Intelligence

Want to be More Creative? Embrace Boredom

Courtney Chennells

Private: Courtney Chennells

Vice President

In our digital age, the tech detox is the new juice cleanse. Wellness experts and medical professionals alike remind us to put down our smartphones and step away from our screens for the sake of our mental and physical health. But as I recently learned from journalist and “Note to Self” podcast host Manoush Zomorodi, there’s another problematic side effect of constant connectivity: it keeps us from getting bored.

“Wait,” you might be thinking, “isn’t that a good thing? Who wants to be bored?”

It turns out, as Manoush explains in her Bored & Brilliant podcast series and accompanying TED talk, that boredom affects our brains in a productive and valuable way: it sparks our imaginations (science backs her up). Think back to your childhood. In my house, if we kids complained that we were bored, my parents sent us to play outside. With no video games or devices to absorb our attention, we made up stories, games and activities to entertain ourselves. We used our imaginations – and imagination is the engine of creativity, whether you’re a kid playing in the backyard or an adult brainstorming for a big project at work.

The idea that boredom begets creativity presents an interesting catch-22 for those of us in the communications field: the nature of our jobs demands ever-increasing levels of connectivity, yet our clients count on us for the fresh ideas and creative thinking that are most likely to flourish when we let our minds wander.

As agency professionals, first and foremost, we are in the business of client service. Responsiveness to our clients’ needs and reporters’ requests is critical – and in today’s 24-hour news cycle, responses must be swift. In addition, as service providers, we are under continuous pressure to demonstrate value and deliver tangible results: securing an interview opportunity with a top-tier target publication, developing sharp and compelling campaign content, planning and executing events that will generate awareness and coverage for our clients, and more. It’s easy to adopt the mindset that if we’re not constantly busy, we’re not being productive, and if we’re not being productive, we’re not adding value.

But if you ask a prospective client what they’re looking for in a new agency, they will almost always cite creativity as one of their most sought-after attributesvalues. In my experience, the projects that generate the most praise and excitement from clients are the ones where we flex our creative muscles to come up with a fresh angle for a campaign or an unexpected solution to a stubborn problem.

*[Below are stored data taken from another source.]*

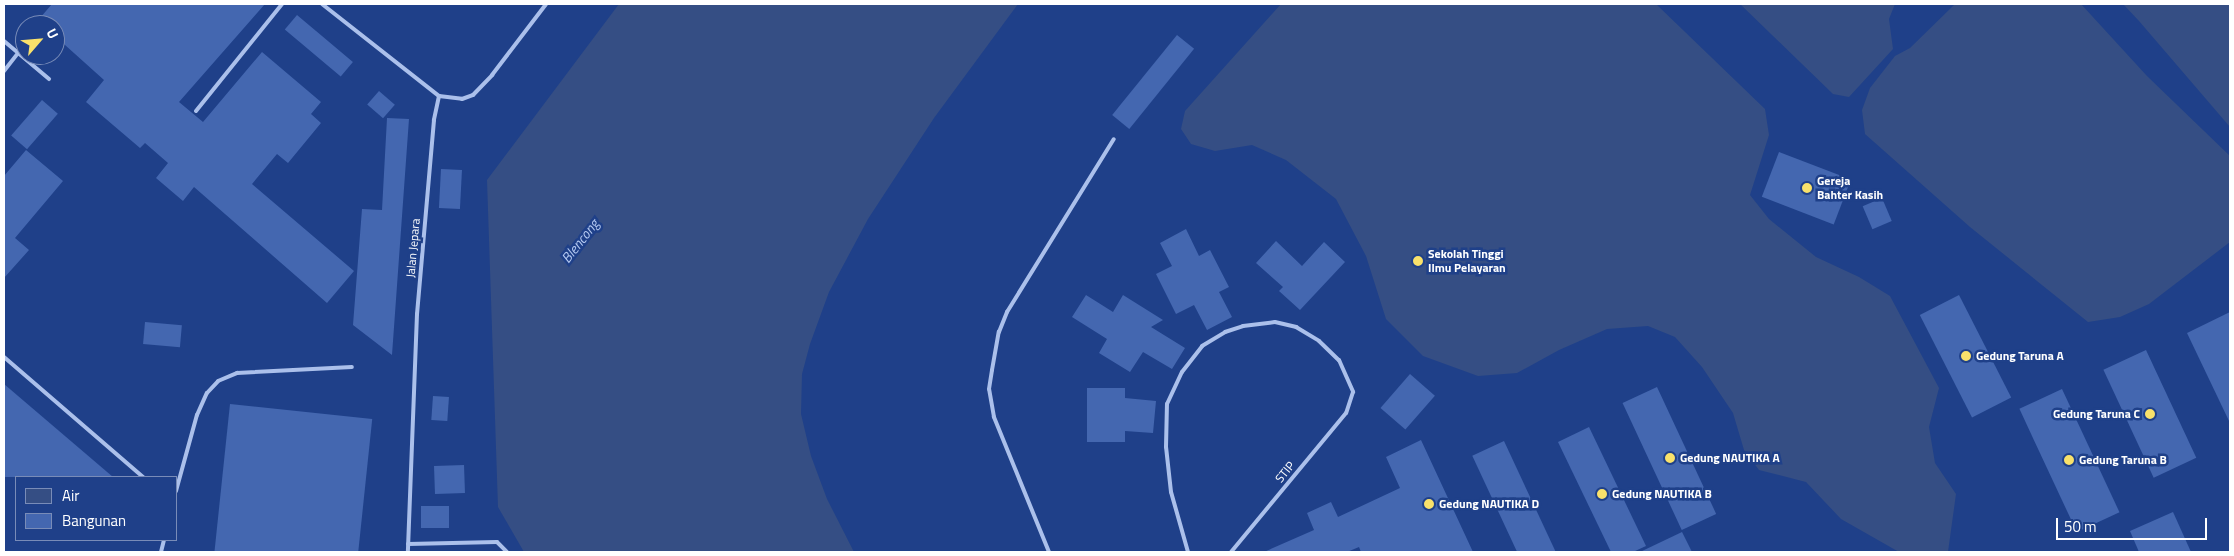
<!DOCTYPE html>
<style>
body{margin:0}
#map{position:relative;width:2234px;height:556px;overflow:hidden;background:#1f4089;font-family:"Titillium Web",sans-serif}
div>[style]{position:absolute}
.water>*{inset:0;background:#354e84}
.building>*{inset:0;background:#4467b0;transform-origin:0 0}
.lane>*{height:4px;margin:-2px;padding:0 2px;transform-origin:2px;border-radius:2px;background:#abc0eb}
.dots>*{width:14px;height:14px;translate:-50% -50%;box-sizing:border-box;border:2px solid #1f4089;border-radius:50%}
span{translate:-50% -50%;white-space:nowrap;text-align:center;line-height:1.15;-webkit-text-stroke:5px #1f4089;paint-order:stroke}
.poi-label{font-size:12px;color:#fff;font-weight:700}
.left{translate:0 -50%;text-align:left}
.right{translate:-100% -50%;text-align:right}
.street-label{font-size:12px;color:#fff}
.water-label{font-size:14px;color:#b6caf2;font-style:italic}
.frame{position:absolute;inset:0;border:5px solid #fff;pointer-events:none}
.legend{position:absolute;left:15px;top:476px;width:162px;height:65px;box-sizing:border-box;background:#1f4089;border:1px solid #798cb8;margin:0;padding:6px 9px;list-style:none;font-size:15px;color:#fff}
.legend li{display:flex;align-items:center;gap:10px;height:25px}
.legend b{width:25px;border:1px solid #798cb8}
.north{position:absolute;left:15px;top:15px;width:50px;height:50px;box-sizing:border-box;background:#1f4089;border:1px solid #798cb8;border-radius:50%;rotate:63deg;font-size:14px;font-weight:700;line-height:20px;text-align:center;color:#fff}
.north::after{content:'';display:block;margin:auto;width:18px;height:22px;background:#f9e16b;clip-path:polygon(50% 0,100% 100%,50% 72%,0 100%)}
.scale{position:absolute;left:2056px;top:518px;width:151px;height:22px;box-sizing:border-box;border:2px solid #fff;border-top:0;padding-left:6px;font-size:15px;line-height:18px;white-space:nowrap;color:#fff;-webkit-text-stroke:4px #1f4089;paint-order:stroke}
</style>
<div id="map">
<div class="water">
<i style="clip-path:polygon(619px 4px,1018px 4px,934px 118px,868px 219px,829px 292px,810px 344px,802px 374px,801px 414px,811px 456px,827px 499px,854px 552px,524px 552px,498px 507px,487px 180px)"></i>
<i style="clip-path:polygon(1281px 4px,1656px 4px,1765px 109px,1769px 135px,1750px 195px,1769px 219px,1816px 257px,1859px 277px,1890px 296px,1939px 388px,1929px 427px,1935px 463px,1956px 494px,1948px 552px,1899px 552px,1841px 519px,1806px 482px,1759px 470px,1744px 450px,1733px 413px,1702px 367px,1675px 337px,1648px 326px,1607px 329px,1559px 350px,1517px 373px,1478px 376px,1423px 356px,1386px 319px,1366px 256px,1336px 199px,1286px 160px,1252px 145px,1215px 151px,1191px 144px,1181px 129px,1185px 111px)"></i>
<i style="clip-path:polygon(1740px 4px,1895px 4px,1889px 19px,1893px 49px,1849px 97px,1833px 94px)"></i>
<i style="clip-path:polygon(1955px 4px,2081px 4px,2147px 76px,2230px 156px,2230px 242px,2149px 304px,2120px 317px,2088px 322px,1970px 227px,1865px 134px,1862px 110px,1870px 88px,1895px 56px,1910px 48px)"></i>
<i style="clip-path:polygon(2123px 4px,2230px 4px,2230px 127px,2139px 21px)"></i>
</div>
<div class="building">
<i style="clip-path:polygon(52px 4px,265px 4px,179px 102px,203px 122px,262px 52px,321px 102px,311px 114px,321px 123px,288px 163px,277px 154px,252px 184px,354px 271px,327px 303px,194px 187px,183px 201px,156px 178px,168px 163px,145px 143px,140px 148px,86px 102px,104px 80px,55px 36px,55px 25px,34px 25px)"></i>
<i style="left:297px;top:15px;width:73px;height:19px;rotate:40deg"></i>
<i style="left:1177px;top:35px;width:22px;height:103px;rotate:39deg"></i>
<i style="left:379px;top:91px;width:21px;height:18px;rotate:41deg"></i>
<i style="left:42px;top:100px;width:21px;height:47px;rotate:41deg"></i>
<i style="clip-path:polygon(387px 118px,409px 119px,392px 355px,353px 325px,362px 209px,382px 210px)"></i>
<i style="clip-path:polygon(26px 150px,63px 181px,15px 238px,29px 250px,4px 278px,4px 176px)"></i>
<i style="left:1779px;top:152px;width:77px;height:48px;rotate:21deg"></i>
<i style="left:441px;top:169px;width:21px;height:39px;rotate:3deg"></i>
<i style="left:1882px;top:198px;width:25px;height:21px;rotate:67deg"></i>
<i style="clip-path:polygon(1186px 229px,1199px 256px,1210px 250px,1229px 287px,1219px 292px,1232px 317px,1207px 330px,1194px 305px,1176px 314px,1156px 274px,1172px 266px,1160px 243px)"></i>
<i style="clip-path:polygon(1276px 241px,1302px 266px,1324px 242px,1345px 262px,1300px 310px,1279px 291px,1283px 287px,1256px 263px)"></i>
<i style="clip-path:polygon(1086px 295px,1113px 312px,1123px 295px,1163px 320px,1151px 327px,1185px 348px,1172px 369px,1143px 352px,1130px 372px,1099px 353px,1107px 339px,1072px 317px)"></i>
<i style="left:1959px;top:295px;width:115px;height:44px;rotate:63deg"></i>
<i style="clip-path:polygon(2230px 312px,2230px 423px,2187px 333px)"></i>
<i style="left:145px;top:322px;width:37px;height:22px;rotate:5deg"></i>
<i style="left:2146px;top:350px;width:119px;height:47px;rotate:65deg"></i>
<i style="left:1410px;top:374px;width:33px;height:45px;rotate:41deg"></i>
<i style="clip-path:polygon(4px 384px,113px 477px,4px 477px)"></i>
<i style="left:1657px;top:387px;width:140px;height:38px;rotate:65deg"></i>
<i style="clip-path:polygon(1087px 388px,1125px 388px,1125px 398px,1156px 401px,1153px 433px,1125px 431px,1125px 442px,1087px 442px)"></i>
<i style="left:2062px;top:389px;width:136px;height:47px;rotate:65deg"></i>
<i style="left:433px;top:396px;width:16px;height:24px;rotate:4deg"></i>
<i style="left:230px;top:404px;width:143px;height:148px;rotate:6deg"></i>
<i style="clip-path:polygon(1589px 427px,1646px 546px,1633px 552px,1611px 552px,1558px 442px)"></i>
<i style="clip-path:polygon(1421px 440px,1473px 552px,1361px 552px,1359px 547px,1347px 552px,1264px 552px,1314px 530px,1307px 513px,1331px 502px,1338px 517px,1400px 488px,1386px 457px)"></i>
<i style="left:1504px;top:441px;width:123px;height:35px;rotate:65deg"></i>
<i style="left:464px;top:465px;width:28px;height:30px;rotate:88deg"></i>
<i style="left:421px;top:506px;width:28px;height:22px"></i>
<i style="clip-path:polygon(2173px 512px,2191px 552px,2139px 552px,2130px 531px)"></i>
<i style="clip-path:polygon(1682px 532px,1692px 552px,1640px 552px)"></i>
</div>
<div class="lane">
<i style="left:322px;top:4px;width:149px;rotate:38.2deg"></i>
<i style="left:439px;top:96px;width:25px;rotate:102deg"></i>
<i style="left:434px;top:120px;width:195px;rotate:95deg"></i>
<i style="left:417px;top:314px;width:238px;rotate:92.2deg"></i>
<i style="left:4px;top:41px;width:59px;rotate:40.2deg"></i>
<i style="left:4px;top:71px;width:23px;rotate:-52deg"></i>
<i style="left:439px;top:96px;width:23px;rotate:7deg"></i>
<i style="left:462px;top:99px;width:12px;rotate:-20deg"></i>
<i style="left:473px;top:95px;width:28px;rotate:-46deg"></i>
<i style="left:492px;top:75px;width:89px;rotate:-52.7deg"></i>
<i style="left:196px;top:111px;width:137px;rotate:-51.2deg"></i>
<i style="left:4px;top:357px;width:184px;rotate:40.8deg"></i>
<i style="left:176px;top:491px;width:79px;rotate:-74.6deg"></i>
<i style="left:197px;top:415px;width:24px;rotate:-66deg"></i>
<i style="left:207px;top:393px;width:16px;rotate:-47deg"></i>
<i style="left:218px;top:381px;width:21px;rotate:-23deg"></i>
<i style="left:237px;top:373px;width:115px;rotate:-3deg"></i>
<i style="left:408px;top:544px;width:89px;rotate:-1.3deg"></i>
<i style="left:497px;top:542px;width:14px;rotate:45deg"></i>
<i style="left:161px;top:552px;width:12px;rotate:-76deg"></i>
<i style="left:1049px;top:552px;width:146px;rotate:-112.2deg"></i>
<i style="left:994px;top:417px;width:28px;rotate:-100deg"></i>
<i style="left:989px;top:389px;width:19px;rotate:-81deg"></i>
<i style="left:992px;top:370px;width:39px;rotate:-80deg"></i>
<i style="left:999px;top:332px;width:22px;rotate:-68deg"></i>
<i style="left:1007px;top:312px;width:203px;rotate:-58.3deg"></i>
<i style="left:1188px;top:552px;width:62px;rotate:-105.8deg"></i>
<i style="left:1171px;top:492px;width:45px;rotate:-96.3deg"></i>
<i style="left:1166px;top:447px;width:43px;rotate:-88.7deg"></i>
<i style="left:1167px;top:404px;width:35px;rotate:-65deg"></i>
<i style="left:1182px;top:372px;width:33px;rotate:-52deg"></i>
<i style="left:1202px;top:346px;width:27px;rotate:-31deg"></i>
<i style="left:1225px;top:332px;width:19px;rotate:-18deg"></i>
<i style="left:1243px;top:326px;width:32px;rotate:-7deg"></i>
<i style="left:1275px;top:322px;width:22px;rotate:13deg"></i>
<i style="left:1296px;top:327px;width:27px;rotate:31deg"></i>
<i style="left:1319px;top:341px;width:28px;rotate:44deg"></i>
<i style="left:1339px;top:360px;width:35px;rotate:66deg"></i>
<i style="left:1353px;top:392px;width:22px;rotate:108deg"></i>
<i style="left:1346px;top:413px;width:180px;rotate:129.6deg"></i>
</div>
<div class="dots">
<i style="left:1807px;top:188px;background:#f9e16b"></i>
<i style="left:1418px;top:261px;background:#f9e16b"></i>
<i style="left:1966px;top:356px;background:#f9e16b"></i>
<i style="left:2150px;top:414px;background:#f9e16b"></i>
<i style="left:1670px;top:458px;background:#f9e16b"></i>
<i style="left:2069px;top:460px;background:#f9e16b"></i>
<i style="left:1602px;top:494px;background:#f9e16b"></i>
<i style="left:1429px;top:504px;background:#f9e16b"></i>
</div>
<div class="poi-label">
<span class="left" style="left:1817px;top:188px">Gereja<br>Bahter Kasih</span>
<span class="left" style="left:1428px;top:261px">Sekolah Tinggi<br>Ilmu Pelayaran</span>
<span class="left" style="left:1976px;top:356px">Gedung Taruna A</span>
<span class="right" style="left:2140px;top:414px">Gedung Taruna C</span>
<span class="left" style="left:1680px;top:458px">Gedung NAUTIKA A</span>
<span class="left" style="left:2079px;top:460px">Gedung Taruna B</span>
<span class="left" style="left:1612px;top:494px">Gedung NAUTIKA B</span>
<span class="left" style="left:1439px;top:504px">Gedung NAUTIKA D</span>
</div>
<div class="street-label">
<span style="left:413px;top:248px;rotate:-85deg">Jalan Jepara</span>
<span style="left:1285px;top:472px;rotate:-51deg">STIP</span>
</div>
<div class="water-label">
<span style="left:580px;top:241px;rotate:-52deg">Blencong</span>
</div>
<div class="frame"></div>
<ul class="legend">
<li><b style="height:14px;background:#354e84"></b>Air</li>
<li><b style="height:14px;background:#4467b0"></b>Bangunan</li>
</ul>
<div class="north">U</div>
<div class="scale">50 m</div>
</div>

In order to deliver such inspired ideas, we must resist the temptation to remain constantly bogged down in the nitty gritty details of our day-to-day responsibilities.

To be clear, this isn’t an easy thing to do! Carving out time to “be bored” feels uncomfortable, and even a little lazy or self-indulgent. But if we want to do our best work as creative professionals and outstanding service providers, we as an industry need to better encourage the kind of thinking that sparks big, bold ideas and new perspectives. Exactly how to accomplish this will vary from person to person, but it doesn’t require a radical overhaul of your lifestyle or work routine: for example, Manoush suggests leaving your smartphone in your bag and letting your mind wander during your commute, rather than checking emails or listening to a podcast. And if you have a preferred creative outlet or pastime outside of work that helps you get into that imaginative headspace (I enjoy painting and running), make it a priority to block time on your calendar for those activities.

In this day and age, a full-fledged digital detox is an unreasonable stunt for most of us to attempt. Fortunately, you don’t need to abandon technology altogether to jump-start your creativity – you just need to give your brain a chance to get bored every once in awhile.